HIFF will host the world premieres of five films, most notably, “The Panama Papers,” a documentary from Alex Winter. Winter speaks to the journalists who helped expose the documents that revealed the use of secretive offshore companies to enable widespread tax evasion and money laundering and led to the incrimination of 12 world leaders and over 130 politicians, public officials, and celebrities.
Additional titles we will be screening include the U.S. premiere of Peter Hedges’ “Ben is Back,” as well as Peter Farrelly’s “Green Book,” Asghar Farhadi’s “Everybody Knows,” George Tillman Jr.’s “The Hate U Give,” Yorgos Lanthimos’ “The Favourite,” Marielle Heller’s “Can You Ever Forgive Me?”, Steve McQueen’s “Widows,” and Felix Van Groeningen’s “Beautiful Boy.”
Director Sara Colangelo opens the festival with her new film, “The Kindergarten Teacher.” Maggie Gyllenhaal, who stars in the title role, is attending as one of the three Conversations that accentuate the event.

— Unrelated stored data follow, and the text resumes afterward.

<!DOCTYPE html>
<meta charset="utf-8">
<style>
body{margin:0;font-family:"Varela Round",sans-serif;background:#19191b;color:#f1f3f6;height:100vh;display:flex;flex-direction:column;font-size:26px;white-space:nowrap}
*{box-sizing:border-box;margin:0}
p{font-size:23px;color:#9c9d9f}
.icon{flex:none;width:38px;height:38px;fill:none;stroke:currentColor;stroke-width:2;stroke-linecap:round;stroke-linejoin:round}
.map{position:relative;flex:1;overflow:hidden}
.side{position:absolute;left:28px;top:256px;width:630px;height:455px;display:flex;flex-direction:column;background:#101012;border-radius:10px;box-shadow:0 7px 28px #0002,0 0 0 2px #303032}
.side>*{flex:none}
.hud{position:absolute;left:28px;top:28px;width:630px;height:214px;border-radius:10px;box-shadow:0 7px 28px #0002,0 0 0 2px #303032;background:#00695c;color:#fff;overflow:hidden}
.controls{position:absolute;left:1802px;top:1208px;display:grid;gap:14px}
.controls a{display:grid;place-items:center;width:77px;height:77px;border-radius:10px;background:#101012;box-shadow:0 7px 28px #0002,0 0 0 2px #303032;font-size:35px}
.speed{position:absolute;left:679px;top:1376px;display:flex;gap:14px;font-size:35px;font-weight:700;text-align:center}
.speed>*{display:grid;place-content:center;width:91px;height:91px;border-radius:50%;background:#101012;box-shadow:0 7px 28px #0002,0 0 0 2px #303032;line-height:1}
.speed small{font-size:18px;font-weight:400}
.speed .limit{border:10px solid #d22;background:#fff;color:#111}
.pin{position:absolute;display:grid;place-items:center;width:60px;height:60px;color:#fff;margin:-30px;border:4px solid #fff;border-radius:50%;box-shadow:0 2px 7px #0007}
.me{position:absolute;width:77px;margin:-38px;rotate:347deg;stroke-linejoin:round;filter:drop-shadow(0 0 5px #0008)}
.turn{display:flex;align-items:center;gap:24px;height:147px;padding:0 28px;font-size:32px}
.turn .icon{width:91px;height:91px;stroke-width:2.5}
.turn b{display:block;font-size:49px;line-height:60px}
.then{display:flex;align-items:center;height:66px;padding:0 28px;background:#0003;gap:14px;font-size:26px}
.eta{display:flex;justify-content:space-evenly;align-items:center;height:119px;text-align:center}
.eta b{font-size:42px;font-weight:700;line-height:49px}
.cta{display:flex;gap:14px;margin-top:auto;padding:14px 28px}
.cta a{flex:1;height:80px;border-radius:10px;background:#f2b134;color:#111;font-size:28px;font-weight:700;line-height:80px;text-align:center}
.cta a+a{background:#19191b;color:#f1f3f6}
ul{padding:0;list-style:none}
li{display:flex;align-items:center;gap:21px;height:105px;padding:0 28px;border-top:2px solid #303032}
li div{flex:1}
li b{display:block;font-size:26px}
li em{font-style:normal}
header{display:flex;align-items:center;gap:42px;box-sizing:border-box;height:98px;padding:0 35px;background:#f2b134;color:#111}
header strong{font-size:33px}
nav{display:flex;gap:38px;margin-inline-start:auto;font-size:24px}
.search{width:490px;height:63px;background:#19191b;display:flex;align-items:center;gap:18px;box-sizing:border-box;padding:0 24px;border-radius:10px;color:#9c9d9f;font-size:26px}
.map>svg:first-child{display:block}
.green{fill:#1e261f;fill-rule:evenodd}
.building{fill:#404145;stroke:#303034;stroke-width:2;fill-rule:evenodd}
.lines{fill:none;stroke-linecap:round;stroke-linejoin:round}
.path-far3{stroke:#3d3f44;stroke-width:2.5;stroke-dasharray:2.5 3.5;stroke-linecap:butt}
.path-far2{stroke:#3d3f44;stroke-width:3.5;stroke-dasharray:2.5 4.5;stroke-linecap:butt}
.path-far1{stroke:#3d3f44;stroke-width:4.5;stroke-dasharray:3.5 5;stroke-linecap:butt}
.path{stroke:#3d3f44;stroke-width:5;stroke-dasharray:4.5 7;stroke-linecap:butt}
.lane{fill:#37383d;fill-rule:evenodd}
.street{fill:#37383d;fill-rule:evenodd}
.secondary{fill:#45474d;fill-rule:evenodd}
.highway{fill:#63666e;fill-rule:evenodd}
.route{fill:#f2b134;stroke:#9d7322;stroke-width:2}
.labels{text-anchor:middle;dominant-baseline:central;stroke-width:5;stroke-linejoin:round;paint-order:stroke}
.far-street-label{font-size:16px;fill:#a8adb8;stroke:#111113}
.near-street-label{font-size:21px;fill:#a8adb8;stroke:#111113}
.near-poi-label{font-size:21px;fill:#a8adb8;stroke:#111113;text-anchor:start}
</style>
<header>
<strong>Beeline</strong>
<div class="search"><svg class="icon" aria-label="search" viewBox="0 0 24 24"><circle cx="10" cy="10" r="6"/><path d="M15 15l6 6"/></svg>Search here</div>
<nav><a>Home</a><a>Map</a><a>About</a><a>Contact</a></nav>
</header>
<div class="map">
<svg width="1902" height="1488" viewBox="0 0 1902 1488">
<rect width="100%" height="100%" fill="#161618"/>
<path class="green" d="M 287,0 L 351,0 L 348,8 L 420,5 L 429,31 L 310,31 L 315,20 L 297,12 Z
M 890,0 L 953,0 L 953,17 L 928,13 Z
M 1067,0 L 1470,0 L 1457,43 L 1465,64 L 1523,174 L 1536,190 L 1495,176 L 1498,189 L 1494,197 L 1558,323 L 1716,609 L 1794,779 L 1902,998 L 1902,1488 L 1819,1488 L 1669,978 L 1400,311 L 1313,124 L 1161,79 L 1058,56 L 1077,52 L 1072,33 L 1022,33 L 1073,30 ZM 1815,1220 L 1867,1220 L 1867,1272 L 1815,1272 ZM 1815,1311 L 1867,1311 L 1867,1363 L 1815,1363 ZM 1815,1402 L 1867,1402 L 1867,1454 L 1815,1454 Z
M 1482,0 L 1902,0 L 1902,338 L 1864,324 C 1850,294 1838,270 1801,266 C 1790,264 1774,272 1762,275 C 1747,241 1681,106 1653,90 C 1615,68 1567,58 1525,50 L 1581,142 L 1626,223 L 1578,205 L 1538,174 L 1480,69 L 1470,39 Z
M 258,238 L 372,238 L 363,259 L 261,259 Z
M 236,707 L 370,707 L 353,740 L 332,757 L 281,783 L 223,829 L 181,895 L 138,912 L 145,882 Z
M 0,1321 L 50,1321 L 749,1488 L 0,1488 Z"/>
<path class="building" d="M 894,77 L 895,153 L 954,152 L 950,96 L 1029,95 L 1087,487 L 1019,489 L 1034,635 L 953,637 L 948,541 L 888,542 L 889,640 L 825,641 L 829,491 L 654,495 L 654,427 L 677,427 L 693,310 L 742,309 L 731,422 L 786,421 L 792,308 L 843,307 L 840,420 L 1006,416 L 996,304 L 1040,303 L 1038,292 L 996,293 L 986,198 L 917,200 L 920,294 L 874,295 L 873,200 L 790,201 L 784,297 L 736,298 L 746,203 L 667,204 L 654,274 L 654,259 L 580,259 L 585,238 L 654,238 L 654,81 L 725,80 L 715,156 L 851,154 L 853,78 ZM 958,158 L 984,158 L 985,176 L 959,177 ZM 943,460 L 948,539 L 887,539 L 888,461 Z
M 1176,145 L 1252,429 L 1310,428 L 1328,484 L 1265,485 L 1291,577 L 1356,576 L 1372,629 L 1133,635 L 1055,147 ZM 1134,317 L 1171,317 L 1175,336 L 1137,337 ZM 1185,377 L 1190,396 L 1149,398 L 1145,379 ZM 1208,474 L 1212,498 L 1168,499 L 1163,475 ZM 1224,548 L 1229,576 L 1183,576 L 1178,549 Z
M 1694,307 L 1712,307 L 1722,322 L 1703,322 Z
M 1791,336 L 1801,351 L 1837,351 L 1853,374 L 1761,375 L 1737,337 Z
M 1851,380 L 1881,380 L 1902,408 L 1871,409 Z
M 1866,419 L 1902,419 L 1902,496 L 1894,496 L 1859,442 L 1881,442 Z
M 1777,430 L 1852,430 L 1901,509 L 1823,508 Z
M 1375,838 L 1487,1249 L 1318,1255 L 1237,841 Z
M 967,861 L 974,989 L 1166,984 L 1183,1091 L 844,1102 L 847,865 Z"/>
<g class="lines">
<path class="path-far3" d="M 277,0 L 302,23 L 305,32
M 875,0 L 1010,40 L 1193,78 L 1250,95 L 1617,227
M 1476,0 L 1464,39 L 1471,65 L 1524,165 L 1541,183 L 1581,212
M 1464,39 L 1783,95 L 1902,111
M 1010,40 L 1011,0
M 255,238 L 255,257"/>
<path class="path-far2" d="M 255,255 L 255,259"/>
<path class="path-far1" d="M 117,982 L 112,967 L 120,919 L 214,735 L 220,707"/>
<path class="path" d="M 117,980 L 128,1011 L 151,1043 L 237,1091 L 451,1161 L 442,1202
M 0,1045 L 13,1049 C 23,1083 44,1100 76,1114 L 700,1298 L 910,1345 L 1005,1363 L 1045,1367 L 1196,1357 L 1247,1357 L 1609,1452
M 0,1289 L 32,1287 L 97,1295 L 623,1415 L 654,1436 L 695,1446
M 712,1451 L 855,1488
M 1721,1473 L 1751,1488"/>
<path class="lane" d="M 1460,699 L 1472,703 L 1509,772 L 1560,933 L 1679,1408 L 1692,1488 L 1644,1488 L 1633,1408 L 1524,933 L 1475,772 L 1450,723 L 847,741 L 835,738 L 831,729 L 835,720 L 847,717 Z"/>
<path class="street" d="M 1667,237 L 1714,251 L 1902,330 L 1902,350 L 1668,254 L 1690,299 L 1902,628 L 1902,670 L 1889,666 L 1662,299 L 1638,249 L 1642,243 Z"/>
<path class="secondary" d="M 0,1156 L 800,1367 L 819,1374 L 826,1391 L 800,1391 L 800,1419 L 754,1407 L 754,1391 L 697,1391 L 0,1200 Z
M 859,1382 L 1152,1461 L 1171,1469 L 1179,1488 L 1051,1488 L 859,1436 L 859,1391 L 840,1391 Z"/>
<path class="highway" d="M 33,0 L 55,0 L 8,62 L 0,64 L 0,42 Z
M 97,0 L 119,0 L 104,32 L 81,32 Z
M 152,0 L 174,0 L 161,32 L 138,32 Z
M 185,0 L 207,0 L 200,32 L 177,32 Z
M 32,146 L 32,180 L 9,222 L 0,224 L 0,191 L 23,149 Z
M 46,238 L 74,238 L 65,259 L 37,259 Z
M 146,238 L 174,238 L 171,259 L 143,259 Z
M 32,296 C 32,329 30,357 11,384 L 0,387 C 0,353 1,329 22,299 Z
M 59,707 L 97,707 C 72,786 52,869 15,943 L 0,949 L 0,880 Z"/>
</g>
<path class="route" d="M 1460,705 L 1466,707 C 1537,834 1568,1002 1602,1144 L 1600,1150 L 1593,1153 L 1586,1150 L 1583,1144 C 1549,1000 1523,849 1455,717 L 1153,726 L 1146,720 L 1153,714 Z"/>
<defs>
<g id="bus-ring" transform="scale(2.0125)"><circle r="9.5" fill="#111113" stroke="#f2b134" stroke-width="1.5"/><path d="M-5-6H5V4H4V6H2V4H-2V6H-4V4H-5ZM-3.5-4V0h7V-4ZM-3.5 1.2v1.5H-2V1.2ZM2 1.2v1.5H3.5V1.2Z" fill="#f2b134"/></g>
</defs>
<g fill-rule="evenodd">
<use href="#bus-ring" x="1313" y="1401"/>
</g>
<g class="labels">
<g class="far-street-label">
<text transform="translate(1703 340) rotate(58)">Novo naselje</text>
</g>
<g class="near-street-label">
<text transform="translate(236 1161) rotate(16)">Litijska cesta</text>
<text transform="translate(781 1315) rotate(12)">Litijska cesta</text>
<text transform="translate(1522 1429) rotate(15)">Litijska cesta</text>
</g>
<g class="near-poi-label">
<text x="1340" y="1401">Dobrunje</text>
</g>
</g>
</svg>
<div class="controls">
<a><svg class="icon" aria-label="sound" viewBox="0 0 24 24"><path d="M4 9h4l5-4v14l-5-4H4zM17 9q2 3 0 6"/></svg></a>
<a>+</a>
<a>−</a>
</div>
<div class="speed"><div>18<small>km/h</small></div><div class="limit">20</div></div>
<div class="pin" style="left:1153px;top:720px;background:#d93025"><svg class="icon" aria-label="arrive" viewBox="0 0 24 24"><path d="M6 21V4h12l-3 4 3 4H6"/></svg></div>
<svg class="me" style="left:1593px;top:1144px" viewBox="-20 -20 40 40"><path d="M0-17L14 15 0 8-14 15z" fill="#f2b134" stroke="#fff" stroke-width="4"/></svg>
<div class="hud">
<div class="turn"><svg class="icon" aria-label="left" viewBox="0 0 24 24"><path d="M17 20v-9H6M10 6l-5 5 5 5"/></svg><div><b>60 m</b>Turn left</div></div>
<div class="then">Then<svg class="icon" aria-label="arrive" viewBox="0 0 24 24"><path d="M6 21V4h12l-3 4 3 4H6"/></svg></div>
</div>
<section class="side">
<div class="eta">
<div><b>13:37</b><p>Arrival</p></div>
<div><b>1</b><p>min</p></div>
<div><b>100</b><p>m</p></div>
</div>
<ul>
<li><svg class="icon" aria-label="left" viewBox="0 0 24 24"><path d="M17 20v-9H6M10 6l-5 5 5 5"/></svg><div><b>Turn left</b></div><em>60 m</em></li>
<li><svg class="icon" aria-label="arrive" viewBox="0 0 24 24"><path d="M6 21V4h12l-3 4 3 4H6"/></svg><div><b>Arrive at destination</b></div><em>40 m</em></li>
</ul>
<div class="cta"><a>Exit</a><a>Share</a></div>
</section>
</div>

Emilio Estevez presents the Spotlight Film, “The Public,” and the Saturday Centerpiece is Damien Chazelle’s epic man-on-the-moon venture, “First Man.” The two directors make up the rest of the Conversations trio.
Joel Edgerton’s “Boy Erased” is set as the closing night film for the festival. HIFF announced that Bob Balaban, Bill Camp, Jamie Dornan, Peter Hedges, Matthew Heineman, Matthew Broderick, Alessandro Nivola, Rosamund Pike, George Tillman Jr., and Dolly Wells are also planning to attend.
Artist Paton Miller’s oil on canvas, “Out of Shinnecock” (above), is a work inspired by the fishing trade that dominates the East End of the Hamptons and was selected as the cover art for this year’s festival poster.